**YOUR INSTRUCTIONS**. Type again, exactly, the lines below from the start through the line that includes "width:36px; height:36px; display:grid;".

**RECORDS FOR THE EXERCISE**.

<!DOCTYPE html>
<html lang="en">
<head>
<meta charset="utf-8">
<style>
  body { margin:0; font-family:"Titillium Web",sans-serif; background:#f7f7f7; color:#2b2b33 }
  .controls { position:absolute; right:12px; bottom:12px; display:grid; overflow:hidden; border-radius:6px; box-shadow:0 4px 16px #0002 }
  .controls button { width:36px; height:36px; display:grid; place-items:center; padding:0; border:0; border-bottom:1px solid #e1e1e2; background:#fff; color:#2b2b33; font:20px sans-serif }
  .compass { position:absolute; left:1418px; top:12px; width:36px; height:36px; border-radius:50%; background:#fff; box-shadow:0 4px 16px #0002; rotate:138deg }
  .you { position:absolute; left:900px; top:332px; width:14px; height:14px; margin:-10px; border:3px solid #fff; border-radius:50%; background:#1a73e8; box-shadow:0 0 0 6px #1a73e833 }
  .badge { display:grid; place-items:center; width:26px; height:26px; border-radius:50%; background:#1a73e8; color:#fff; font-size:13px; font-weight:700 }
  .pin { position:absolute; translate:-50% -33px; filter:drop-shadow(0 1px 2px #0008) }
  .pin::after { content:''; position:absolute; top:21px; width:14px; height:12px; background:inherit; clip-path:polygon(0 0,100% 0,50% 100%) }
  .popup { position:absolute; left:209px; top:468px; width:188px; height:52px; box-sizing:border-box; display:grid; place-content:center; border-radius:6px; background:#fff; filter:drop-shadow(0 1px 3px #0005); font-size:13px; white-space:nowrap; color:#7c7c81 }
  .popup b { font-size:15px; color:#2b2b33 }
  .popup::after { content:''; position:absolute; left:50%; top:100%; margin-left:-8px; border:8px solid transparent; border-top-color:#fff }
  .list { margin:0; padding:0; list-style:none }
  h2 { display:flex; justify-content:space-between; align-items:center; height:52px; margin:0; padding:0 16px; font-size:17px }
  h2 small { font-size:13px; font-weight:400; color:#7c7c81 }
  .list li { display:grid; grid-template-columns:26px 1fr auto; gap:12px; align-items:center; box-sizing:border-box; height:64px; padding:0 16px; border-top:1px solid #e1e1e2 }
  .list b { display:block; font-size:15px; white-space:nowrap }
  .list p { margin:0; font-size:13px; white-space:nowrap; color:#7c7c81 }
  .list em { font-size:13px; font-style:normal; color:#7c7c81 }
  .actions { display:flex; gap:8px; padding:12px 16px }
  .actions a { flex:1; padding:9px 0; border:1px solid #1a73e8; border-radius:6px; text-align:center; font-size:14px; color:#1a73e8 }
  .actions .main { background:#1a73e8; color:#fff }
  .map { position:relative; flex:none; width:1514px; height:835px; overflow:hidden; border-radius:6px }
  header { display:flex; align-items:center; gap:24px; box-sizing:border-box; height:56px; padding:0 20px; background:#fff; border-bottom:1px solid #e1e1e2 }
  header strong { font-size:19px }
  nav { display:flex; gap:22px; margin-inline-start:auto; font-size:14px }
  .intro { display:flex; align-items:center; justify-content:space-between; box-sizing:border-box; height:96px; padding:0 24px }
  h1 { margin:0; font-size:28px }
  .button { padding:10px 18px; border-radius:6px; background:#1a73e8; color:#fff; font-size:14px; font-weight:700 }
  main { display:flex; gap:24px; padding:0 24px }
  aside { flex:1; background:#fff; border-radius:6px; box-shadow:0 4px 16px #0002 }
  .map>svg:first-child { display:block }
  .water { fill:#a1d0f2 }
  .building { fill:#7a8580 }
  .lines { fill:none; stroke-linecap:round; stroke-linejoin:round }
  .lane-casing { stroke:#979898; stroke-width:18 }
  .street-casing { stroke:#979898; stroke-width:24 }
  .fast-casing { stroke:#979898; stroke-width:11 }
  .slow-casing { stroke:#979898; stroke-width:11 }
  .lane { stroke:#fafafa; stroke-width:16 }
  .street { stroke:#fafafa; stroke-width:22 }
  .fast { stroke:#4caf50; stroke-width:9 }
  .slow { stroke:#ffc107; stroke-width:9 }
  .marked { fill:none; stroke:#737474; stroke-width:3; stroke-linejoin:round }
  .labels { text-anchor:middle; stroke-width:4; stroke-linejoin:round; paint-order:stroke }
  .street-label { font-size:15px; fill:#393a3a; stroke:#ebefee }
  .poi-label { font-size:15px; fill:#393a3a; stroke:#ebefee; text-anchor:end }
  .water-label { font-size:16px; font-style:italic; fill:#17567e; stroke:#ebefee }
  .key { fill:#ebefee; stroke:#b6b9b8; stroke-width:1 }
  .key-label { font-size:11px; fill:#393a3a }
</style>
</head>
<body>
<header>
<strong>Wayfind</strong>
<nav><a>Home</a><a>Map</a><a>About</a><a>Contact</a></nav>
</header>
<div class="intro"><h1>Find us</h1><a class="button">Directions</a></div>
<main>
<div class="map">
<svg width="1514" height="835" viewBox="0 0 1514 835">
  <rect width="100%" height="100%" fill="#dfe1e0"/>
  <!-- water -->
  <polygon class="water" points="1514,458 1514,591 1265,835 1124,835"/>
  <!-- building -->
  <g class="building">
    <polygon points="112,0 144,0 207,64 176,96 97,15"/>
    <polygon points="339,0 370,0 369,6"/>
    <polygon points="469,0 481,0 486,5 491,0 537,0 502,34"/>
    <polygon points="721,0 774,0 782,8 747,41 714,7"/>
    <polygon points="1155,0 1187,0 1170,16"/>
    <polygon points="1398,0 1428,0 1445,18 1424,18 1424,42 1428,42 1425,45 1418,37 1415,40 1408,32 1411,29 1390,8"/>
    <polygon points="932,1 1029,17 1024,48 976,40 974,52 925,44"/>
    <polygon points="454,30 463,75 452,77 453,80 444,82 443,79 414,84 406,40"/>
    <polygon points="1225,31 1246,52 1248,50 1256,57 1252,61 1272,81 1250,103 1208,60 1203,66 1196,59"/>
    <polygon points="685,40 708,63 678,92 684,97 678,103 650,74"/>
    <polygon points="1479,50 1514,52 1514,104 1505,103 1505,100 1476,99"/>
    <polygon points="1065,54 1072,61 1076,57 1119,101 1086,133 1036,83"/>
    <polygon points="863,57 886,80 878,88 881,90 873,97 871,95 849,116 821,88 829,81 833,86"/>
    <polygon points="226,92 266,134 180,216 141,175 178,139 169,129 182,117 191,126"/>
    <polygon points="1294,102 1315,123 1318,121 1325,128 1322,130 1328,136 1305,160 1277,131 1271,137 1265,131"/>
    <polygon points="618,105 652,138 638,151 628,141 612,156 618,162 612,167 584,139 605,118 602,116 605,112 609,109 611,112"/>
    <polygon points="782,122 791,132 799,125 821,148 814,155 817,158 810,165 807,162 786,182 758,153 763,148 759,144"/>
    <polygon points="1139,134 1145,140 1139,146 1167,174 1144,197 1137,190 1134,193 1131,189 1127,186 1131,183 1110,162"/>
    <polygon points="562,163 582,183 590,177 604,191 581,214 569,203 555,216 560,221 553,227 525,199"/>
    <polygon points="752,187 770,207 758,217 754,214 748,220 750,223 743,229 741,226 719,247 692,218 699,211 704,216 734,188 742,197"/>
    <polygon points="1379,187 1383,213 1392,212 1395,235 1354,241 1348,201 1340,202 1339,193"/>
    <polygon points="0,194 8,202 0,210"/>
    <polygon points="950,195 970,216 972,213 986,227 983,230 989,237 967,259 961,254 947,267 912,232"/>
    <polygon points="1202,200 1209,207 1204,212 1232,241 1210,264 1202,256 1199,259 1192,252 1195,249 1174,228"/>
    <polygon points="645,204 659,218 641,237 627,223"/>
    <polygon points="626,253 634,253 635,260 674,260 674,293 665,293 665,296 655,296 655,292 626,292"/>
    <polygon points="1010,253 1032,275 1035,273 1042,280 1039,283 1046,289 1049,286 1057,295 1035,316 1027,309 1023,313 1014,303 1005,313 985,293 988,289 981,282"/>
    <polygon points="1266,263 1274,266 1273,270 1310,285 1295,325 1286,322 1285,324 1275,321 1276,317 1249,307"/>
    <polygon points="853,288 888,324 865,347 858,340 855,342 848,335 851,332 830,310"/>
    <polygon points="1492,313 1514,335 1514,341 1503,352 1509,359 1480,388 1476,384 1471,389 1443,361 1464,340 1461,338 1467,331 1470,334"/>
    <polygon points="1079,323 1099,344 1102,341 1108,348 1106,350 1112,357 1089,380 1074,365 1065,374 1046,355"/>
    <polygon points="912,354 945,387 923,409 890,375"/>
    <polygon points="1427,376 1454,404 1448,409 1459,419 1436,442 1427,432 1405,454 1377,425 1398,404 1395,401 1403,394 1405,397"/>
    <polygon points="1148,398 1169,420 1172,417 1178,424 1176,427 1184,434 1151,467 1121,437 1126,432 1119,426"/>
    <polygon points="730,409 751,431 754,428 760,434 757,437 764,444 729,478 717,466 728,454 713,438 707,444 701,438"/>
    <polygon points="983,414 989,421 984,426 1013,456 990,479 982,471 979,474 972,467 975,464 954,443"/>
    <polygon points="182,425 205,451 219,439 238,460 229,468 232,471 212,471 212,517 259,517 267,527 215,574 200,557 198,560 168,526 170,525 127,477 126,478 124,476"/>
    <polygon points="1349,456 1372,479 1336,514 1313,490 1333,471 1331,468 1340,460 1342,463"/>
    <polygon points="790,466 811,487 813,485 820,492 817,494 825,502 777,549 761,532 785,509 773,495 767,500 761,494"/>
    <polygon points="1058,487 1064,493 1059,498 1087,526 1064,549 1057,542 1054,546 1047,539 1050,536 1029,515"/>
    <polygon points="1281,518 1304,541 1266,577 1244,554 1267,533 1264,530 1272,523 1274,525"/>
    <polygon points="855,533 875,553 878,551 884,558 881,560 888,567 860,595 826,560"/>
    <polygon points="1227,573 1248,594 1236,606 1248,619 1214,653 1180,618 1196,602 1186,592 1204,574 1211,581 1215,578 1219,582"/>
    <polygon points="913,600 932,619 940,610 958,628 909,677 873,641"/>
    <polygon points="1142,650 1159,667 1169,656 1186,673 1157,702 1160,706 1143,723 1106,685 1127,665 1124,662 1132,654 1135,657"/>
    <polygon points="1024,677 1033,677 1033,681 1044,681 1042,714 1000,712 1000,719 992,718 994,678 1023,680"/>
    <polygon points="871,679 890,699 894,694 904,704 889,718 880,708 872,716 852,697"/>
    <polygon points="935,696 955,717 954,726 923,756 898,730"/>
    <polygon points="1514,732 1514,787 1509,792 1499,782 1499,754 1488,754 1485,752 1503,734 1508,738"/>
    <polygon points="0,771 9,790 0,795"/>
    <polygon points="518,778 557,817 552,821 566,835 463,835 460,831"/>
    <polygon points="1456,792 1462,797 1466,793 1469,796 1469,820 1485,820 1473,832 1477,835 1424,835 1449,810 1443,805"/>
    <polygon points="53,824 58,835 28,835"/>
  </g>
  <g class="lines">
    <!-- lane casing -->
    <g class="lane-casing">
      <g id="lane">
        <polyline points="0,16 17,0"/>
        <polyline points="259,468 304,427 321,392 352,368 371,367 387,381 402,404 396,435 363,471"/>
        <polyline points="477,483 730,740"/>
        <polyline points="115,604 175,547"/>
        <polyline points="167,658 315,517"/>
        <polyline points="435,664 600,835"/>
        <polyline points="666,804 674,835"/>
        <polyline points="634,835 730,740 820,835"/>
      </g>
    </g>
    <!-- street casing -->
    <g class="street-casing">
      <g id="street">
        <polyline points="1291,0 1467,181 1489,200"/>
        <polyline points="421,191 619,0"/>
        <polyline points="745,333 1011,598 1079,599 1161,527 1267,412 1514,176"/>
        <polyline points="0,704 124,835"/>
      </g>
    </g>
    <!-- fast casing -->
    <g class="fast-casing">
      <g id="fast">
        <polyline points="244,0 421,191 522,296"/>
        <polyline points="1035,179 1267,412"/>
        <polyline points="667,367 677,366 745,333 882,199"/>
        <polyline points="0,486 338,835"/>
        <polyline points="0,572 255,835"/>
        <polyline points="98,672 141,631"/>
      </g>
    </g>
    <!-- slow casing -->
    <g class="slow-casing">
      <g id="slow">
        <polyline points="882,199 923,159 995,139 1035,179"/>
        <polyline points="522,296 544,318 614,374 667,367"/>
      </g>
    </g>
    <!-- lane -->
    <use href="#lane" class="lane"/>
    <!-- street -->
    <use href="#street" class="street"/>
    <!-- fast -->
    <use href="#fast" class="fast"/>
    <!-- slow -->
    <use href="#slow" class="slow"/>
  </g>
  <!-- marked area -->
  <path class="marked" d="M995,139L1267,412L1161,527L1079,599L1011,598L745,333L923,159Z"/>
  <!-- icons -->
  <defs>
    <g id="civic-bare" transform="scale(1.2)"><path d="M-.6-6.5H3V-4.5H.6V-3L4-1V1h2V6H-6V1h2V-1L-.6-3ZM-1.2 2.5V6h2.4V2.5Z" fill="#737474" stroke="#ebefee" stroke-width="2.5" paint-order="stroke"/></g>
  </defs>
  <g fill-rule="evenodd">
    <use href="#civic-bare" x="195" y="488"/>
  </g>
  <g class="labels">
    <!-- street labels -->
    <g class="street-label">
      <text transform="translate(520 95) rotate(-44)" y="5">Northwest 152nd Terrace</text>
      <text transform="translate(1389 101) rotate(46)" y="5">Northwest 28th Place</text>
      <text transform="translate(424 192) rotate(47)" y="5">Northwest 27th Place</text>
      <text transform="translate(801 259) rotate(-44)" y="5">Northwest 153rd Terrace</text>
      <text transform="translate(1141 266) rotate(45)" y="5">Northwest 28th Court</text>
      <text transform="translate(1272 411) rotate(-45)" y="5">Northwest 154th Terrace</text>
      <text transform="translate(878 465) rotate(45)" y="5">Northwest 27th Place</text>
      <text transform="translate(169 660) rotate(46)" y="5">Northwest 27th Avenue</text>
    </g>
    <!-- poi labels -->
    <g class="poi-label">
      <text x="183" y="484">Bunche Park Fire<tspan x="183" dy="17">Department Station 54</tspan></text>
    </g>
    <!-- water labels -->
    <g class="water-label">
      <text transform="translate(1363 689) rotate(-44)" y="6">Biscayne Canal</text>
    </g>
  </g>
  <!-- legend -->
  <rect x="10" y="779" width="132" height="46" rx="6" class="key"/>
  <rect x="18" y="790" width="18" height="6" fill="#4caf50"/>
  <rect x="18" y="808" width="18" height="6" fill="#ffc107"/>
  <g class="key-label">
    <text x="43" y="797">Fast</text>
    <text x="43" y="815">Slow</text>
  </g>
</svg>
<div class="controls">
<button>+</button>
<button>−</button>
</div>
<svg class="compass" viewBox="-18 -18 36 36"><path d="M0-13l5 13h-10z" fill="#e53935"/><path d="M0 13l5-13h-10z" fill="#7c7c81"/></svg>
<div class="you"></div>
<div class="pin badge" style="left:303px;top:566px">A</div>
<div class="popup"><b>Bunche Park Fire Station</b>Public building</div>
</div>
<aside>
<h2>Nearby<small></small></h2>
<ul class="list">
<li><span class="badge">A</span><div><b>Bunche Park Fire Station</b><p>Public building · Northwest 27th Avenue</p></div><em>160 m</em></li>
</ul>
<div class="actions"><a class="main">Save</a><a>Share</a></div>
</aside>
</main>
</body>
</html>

**PROBLEM SOLUTION**.
<!DOCTYPE html>
<html lang="en">
<head>
<meta charset="utf-8">
<style>
  body { margin:0; font-family:"Titillium Web",sans-serif; background:#f7f7f7; color:#2b2b33 }
  .controls { position:absolute; right:12px; bottom:12px; display:grid; overflow:hidden; border-radius:6px; box-shadow:0 4px 16px #0002 }
  .controls button { width:36px; height:36px; display:grid; place-items:center; padding:0; border:0; border-bottom:1px solid #e1e1e2; background:#fff; color:#2b2b33; font:20px sans-serif }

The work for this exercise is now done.